Thepeopleversuswork · 14/03/2024 11:31

@LadyChilli

I've been very fortunate to have supportive managers who made it possible for me, and a healthy DC who doesn't have any additional needs.

Agree with this. These are extremely important qualifications and like you I am thankful on a daily basis for the fact these things have gone in my favour. In particular I don't think I'd have been able to get where I am if I didn't have female bosses.

The blindness of most men (and it really is nearly all men) to the realities of women's lives never ceases to amaze me. Even fathers, even supposedly "progressive" men who claim they support on the domestic front and support women's progress at work, don't understand how much work goes into being both a mother and a senior worker. They have absolutely no idea of the constant three dimensional chess game that's involved, how big the barriers are to your advancement and how little it really impacts on their lives.

I'd still prefer this to the alternative and I'm still grateful for it. But the longer I am a single mother, harder I find it to respect men. It's not their fault really. But they just never get how hard we have to work to be seen as half as good as they are.

OceanStorm · 14/03/2024 11:36

Most single mums are so due to making wrong decisions- most did not choose to be single parents

Some people assume that as you made a bad decision regarding your child's father and life those same decision making skills extend to other areas

bombastix · 14/03/2024 11:50

@jeaux90 @Thepeopleversuswork @LadyChilli

These have been my challenges too. Your posts really resonate.

CharlotteBog · 14/03/2024 12:08

OceanStorm · 14/03/2024 11:36

Most single mums are so due to making wrong decisions- most did not choose to be single parents

Some people assume that as you made a bad decision regarding your child's father and life those same decision making skills extend to other areas

Eugh.....if only I had the time to reply to this.
I am however very stretched with working and caring for a son with tonsillitis, and no support....what with me making a poor decision regarding my son's father. 🙄

Sweetheart7 · 14/03/2024 12:19

@CharlotteBog I don't think that poster was slating single mums? If you read it again! I think it was the opposite in fact if I've understood correctly.

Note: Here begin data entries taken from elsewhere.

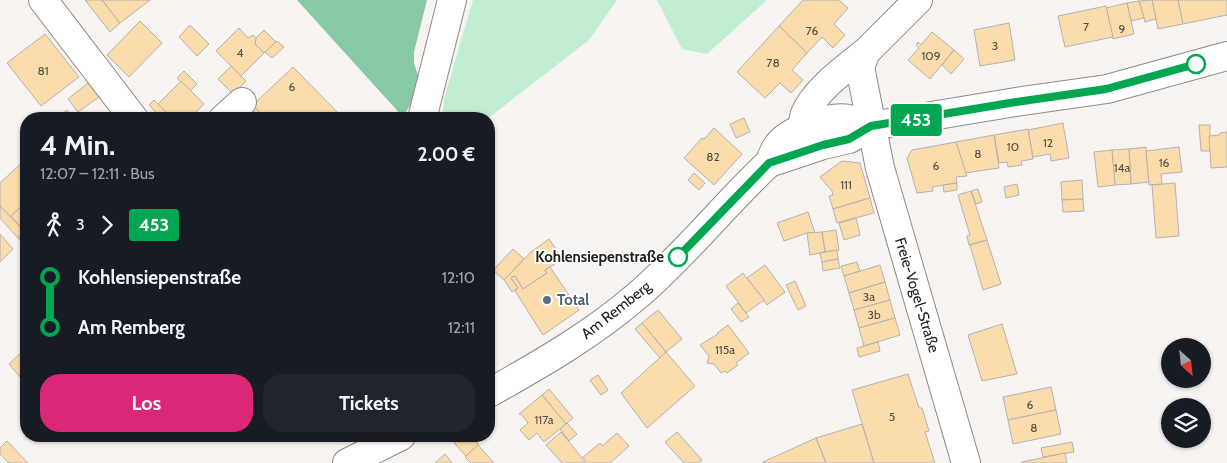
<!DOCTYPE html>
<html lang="de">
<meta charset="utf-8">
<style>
body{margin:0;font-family:Cabin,sans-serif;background:#20242c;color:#f1f3f6;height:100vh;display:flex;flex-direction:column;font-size:19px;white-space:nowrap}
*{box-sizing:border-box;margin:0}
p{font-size:16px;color:#9ea1a6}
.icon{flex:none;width:28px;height:28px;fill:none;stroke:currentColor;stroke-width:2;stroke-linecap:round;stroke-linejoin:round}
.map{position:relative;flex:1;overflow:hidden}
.drawer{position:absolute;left:20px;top:112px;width:475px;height:330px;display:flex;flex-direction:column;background:#171b24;border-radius:20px;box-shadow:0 1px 4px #0004}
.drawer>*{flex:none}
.badge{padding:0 10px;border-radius:4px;font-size:18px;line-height:32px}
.needle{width:32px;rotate:153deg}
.controls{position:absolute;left:1161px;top:338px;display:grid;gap:10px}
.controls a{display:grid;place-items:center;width:50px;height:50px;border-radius:50%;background:#171b24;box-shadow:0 1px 4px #0004;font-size:25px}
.map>.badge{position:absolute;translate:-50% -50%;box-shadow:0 0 0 2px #fff}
.legs{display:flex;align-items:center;gap:8px;height:55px;padding:0 20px;font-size:16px}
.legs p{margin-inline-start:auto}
.head{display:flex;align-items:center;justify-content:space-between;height:85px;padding:0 20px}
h1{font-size:28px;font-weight:800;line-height:38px}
.primary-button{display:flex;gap:10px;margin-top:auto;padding:10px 20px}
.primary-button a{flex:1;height:58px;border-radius:20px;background:#db2777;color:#fff;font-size:20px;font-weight:800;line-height:58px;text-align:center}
.primary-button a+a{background:#20242c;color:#f1f3f6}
ul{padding:0 20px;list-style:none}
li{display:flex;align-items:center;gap:18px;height:50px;font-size:19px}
li i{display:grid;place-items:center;width:8px;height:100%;margin:0 6px;background:currentColor}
li i::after{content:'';width:12px;height:12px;margin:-6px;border:4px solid;border-radius:50%;background:#171b24}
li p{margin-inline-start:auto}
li:first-child i{background:linear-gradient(#0000 50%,currentColor 0)}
li:last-child i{background:linear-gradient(currentColor 50%,#0000 0)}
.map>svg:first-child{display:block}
.green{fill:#c1edd3}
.forest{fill:#86c9a4}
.building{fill:#fadcad;stroke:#b5b3af}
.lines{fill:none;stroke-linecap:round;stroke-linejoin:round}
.minor-casing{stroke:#8e8a88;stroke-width:30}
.minor{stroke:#fff;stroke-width:28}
.line-1-casing{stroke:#fff;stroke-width:11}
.line-1{stroke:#00a651;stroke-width:8}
.stop-1-dot{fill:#fff;stroke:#00a651;stroke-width:2.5}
.service-dot{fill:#5c6f8a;stroke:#fff;stroke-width:2}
.labels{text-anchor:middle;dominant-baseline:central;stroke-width:4;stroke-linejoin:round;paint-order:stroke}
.number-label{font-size:12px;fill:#574f42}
.stop-label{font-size:15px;font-weight:bold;fill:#21201f;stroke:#fff;text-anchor:end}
.street-label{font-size:15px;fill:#21201f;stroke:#fff}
.service-label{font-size:15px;font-weight:bold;fill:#4e5e75;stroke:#fff;text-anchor:start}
</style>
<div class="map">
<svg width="1227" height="463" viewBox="0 0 1227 463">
<rect width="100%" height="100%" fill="#f7f3f1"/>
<!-- green -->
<g class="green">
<path d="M473,0h144l-28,40 -102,79h-45l2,-20z"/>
<path d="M657,0h110l-60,54 -25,-5z"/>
</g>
<!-- forest -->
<path class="forest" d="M297,0h130l-13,52v12l4,11 -5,25 -10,17z"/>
<!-- building -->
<g class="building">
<path d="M85,0h17l18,23 -10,9z"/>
<path d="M102,0h48l-30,23z"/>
<path d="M803,0h36l9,8 -14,16 11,11 -12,13 -11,-11 -15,16 -28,-27z"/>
<path d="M1152,0h26l5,24 -25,5z"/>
<path d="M1152,0l4,19 -11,3 -6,-21z"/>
<path d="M1178,0h49v15l-44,9z"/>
<path d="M1139,1l5,17 -13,3 -4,-18z"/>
<path d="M1127,3l7,31 -21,5 -7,-31z"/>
<path d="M1106,6l7,31 -48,10 -7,-31z"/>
<path d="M140,21l22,22 -33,34 -22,-22z"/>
<path d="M1009,23l6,37 -35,6 -6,-36z"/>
<path d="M190,25l19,19 -12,12 -18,-19z"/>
<path d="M779,26l28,27 -15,17 11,10 -12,13 -11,-10 -15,15 -28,-26z"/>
<path d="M239,28l9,10 5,-3 4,4 -2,5 9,9 -23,23 -25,-25z"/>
<path d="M264,30l12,12 -12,11 -9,-9 1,-6z"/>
<path d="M932,32l22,18 -24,29 -22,-19 11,-12 -3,-3 2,-3 3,3z"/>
<path d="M45,34l34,43 -38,29 -34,-43z"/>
<path d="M277,41l7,6 -12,11 -7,-6z"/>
<path d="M954,50l10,9 -13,15 -9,-9z"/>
<path d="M231,66l15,15 -13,13 -15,-15z"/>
<path d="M293,67l51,52h-78l-13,-14z"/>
<path d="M184,71l13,13 -7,7 -13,-13z"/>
<path d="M181,81l23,23 -15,15h-16l-15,-15z"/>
<path d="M88,83l11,14 -21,15 -10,-13z"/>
<path d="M154,100l12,12 -5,6 -12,-13z"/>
<path d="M253,105l13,14h-24z"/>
<path d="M67,110l7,9h-19z"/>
<path d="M744,118l6,14 -14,6 -6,-14z"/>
<path d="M1063,123l6,35 -18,3 -1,-7 -17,3 -5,-27z"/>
<path d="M1199,125h11v26h-9z"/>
<path d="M714,128l28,26 -28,31 -30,-27 18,-20 2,1z"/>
<path d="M1028,129l5,30 -12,2 1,4 -14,2 -1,-5 -8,1 -5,-28z"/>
<path d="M1227,132v35l-16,1 -2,-32 11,-1v-2z"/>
<path d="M994,135l5,33 -34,5 -9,-31z"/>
<path d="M956,142l11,34 -11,1 1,6 -25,4 1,4 -16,2 -10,-35 5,-8z"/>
<path d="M1146,147l3,35 -18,2 -2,-35z"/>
<path d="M1179,147l3,25 -21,2 1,10 -13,1 -3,-34z"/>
<path d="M1129,149l2,35 -16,1 -3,-35z"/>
<path d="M1112,150l3,35 -17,2 -4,-35z"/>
<path d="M26,159v43l-16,15 -10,-11v-23z"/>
<path d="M842,161l18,2 10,35 -37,11 -4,-13 4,-1 -1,-4 -12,-14z"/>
<path d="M694,173l11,10 -6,7 -11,-10z"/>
<path d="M1082,180l1,19 -21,1 -1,-18z"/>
<path d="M957,183v7l-13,2 -1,-7z"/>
<path d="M1175,183l4,53 -23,2 -4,-53z"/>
<path d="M1017,184l2,11 -13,3 -2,-11z"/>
<path d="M978,189l4,13 -6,2 -5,-13z"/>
<path d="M971,191l16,49 -18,5 -2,-9 3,-1 -12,-40z"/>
<path d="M870,198l4,15 -37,10 -4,-14z"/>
<path d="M1083,199l1,12 -21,1 -1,-12z"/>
<path d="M26,202v31l-15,-17z"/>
<path d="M0,206l26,27v4l-3,-4 -5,5 -18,-20z"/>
<path d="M808,212l7,21h-8l-23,8 -7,-18z"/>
<path d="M856,218l4,17 -16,5 -5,-17z"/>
<path d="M836,230l3,20 -14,2 -3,-20z"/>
<path d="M822,232l3,20 -15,3 -3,-22z"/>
<path d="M23,233l3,4v10l-8,-9z"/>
<path d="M0,234l13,15 -13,13z"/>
<path d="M549,239l14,20 -18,11 2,3 -24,16 -8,-13 -4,2 7,10 -6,4 -8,-12 27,-28z"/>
<path d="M987,240l14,44 -18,6 -13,-45z"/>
<path d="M513,249l11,10 -20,21 -11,-10z"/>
<path d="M837,250l1,9 -16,3 -2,-9z"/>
<path d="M838,259l2,9 -17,3 -1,-9z"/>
<path d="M857,262l3,9 -16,5 -3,-10z"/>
<path d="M765,265l20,27 -18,13 -20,-27z"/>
<path d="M880,265l5,17 -36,11 -5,-17z"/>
<path d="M550,267l29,43 -36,25 -28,-44 3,-3 -7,-10 4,-2 8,13 24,-16 -2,-3z"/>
<path d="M743,273l21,27 -18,13 -20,-27z"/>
<path d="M795,281l11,25 -8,4 -12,-25z"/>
<path d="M885,282l5,18 -36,10 -5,-17z"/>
<path d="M890,300l5,18 -36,10 -5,-18z"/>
<path d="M738,303l11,14 -8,5 -10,-13z"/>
<path d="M658,310l24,29 -16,13 -24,-29z"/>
<path d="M895,318l5,17 -36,11 -5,-18z"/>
<path d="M642,323l24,29 -6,6 -25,-29z"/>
<path d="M1002,324l15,50 -35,7 -14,-46z"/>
<path d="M728,325l21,28 -13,10 2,2 -11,8 -2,-2 -4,2 -7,-9 -7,-1 2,-7 -9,-11 18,-11 -1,-1z"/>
<path d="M878,342l2,9 -21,6 -2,-9z"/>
<path d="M26,348v36l-17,-20z"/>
<path d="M666,352l29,34 -48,42 -26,-35z"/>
<path d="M908,374l11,34h3l7,23 -4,1 10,31h-61l-22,-73z"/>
<path d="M598,375l10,15 -7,5 -11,-15z"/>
<path d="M1051,387l5,23 -48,10 -5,-23z"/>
<path d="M549,389l24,29 -7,6 -24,-29z"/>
<path d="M542,395l24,29 -22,18 -7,-9 -8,7 -9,-10 8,-7 -7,-9h-2z"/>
<path d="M1056,410l5,24 -48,10 -5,-24z"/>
<path d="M567,423l10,11 -8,7 -9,-12z"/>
<path d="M862,424l12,39h-48l-10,-25z"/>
<path d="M561,432l25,31h-24l-16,-18z"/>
<path d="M677,432l25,28 -4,3h-14l-19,-21z"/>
<path d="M617,433l12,13 -19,17h-22l-5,-6 17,-14 2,3z"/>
<path d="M462,436h9l8,9 -13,11 -12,-13z"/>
<path d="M816,438l10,25h-63v-1z"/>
<path d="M7,441l21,22h-19l-9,-9v-6z"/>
<path d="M1072,442l2,10 -31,5 -2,-9z"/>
<path d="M478,445l16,18h-23l-6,-6z"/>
<path d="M1065,453l2,10h-45v-1z"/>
<path d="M445,454l7,9h-17z"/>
</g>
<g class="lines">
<defs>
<g id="minor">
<path d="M43,0l91,119"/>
<path d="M918,0l-52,52 -6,15 20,101 86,295"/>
<path d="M223,119l19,-17"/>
<path d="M422,119l30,-119"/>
<path d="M802,129c1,-5 1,-10 3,-15 9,-23 42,-47 61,-62"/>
<path d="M769,163l54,-18 26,-6 22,-13 145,-24 91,-13 120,-33"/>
<path d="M489,393c52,-29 104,-59 149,-98 47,-40 86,-90 131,-132 3,-6 5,-13 9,-18 12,-15 51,-30 71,-26 7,2 15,5 22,7"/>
<path d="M347,463l54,-27"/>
</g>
</defs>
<!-- minor casing -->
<use href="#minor" class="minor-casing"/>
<!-- minor -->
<use href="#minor" class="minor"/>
</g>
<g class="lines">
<defs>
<path id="line-1" d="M678,257l91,-94 54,-18 26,-6 22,-13 145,-24 90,-13 90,-25"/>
</defs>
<!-- line-1 casing -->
<use href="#line-1" class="line-1-casing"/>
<!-- line-1 -->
<use href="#line-1" class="line-1"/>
</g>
<!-- markers -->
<g class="stop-1-dot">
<circle cx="1196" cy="64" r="9"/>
<circle cx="678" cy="257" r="9"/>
</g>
<circle class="service-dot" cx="547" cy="300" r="5"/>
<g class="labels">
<!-- number labels -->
<g class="number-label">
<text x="1086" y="26">7</text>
<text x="1122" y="28">9</text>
<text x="812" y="30">76</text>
<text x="995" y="45">3</text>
<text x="240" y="52">4</text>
<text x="931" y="55">109</text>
<text x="773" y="62">78</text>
<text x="43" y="70">81</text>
<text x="292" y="86">6</text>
<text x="1048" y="142">12</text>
<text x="1013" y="146">10</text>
<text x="978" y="153">8</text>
<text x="713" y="156">82</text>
<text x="1164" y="162">16</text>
<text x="936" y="165">6</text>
<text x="1122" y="167">14a</text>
<text x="846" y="184">111</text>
<text x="869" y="296">3a</text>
<text x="874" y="314">3b</text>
<text x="725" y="349">115a</text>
<text x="1030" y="404">6</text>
<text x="892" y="416">5</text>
<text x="544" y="419">117a</text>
<text x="1034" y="427">8</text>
</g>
<!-- stop labels -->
<g class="stop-label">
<text x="664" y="257">Kohlensiepenstraße</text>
</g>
<!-- street labels -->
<g class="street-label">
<text transform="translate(917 295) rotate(73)">Freie-Vogel-Straße</text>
<text transform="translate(616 310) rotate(-38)">Am Remberg</text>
</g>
<!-- service labels -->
<g class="service-label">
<text x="557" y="300">Total</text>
</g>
</g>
</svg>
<div class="controls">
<a><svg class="needle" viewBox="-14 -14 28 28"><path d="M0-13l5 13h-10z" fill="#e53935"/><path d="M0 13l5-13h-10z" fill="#9ea1a6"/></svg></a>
<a><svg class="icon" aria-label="layers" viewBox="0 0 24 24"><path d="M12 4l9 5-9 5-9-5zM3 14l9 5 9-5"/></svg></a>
</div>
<b class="badge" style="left:916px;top:120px;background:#00a651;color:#fff">453</b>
<section class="drawer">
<div class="head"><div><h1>4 Min.</h1><p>12:07 – 12:11 · Bus</p></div><b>2.00 €</b></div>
<div class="legs"><svg class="icon" aria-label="walk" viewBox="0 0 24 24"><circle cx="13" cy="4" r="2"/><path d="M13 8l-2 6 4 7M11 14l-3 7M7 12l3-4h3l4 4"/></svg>3<svg class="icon" aria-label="forward" viewBox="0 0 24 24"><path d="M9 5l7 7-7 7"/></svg><b class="badge" style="background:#00a651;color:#fff">453</b></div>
<ul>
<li><i style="color:#00a651"></i><b>Kohlensiepenstraße</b><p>12:10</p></li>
<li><i style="color:#00a651"></i><b>Am Remberg</b><p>12:11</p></li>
</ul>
<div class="primary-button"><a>Los</a><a>Tickets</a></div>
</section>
</div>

Alwaystransforming · 14/03/2024 12:33

I am in a similar position.

and people do make assumptions. They seem surprised that I have the job that I do. They seem surprised I have my own home. They seem surprised when I can attend events they assumed I couldn’t. Assumptions I wouldn’t go for promotions etc.

I got a lot of surprise that I had a partner who I didn’t live with. There seemed to be an assumption that if I had a partner I wanted him to also be my children’s dad.

My friend convinced me to join tinder. Men were pretty awful. They assumed I was looking for a meal ticket and a new dad for the kids. When I explained I am not looking for something too serious, wouldn’t want to live with someone until my kids were older and earned plenty of money myself they became quite became really rude.

BananaPalm · 14/03/2024 12:42

Well, my assumptions about single working mothers (and fathers for that matter) are that they are bloody amazing. I'm in awe and have huge respect for those who manage to be doing absolutely everything themselves.

CharlotteBog · 14/03/2024 12:53

Sweetheart7 · 14/03/2024 12:19

@CharlotteBog I don't think that poster was slating single mums? If you read it again! I think it was the opposite in fact if I've understood correctly.

Oh. I understood it to mean that I am single because I made a wrong decision in choosing the father of my children.

Danikm151 · 14/03/2024 13:13

@BananaPalm thank you. It’s hard work but worth it!

Singleandproud · 14/03/2024 14:14

@CharlotteBog I read it the same way you did

I think often it's quite the opposite, women who are brave and made the right decision to end a relationship when they saw it wasn't right for them rather than 'staying for the kids' and everyone being miserable.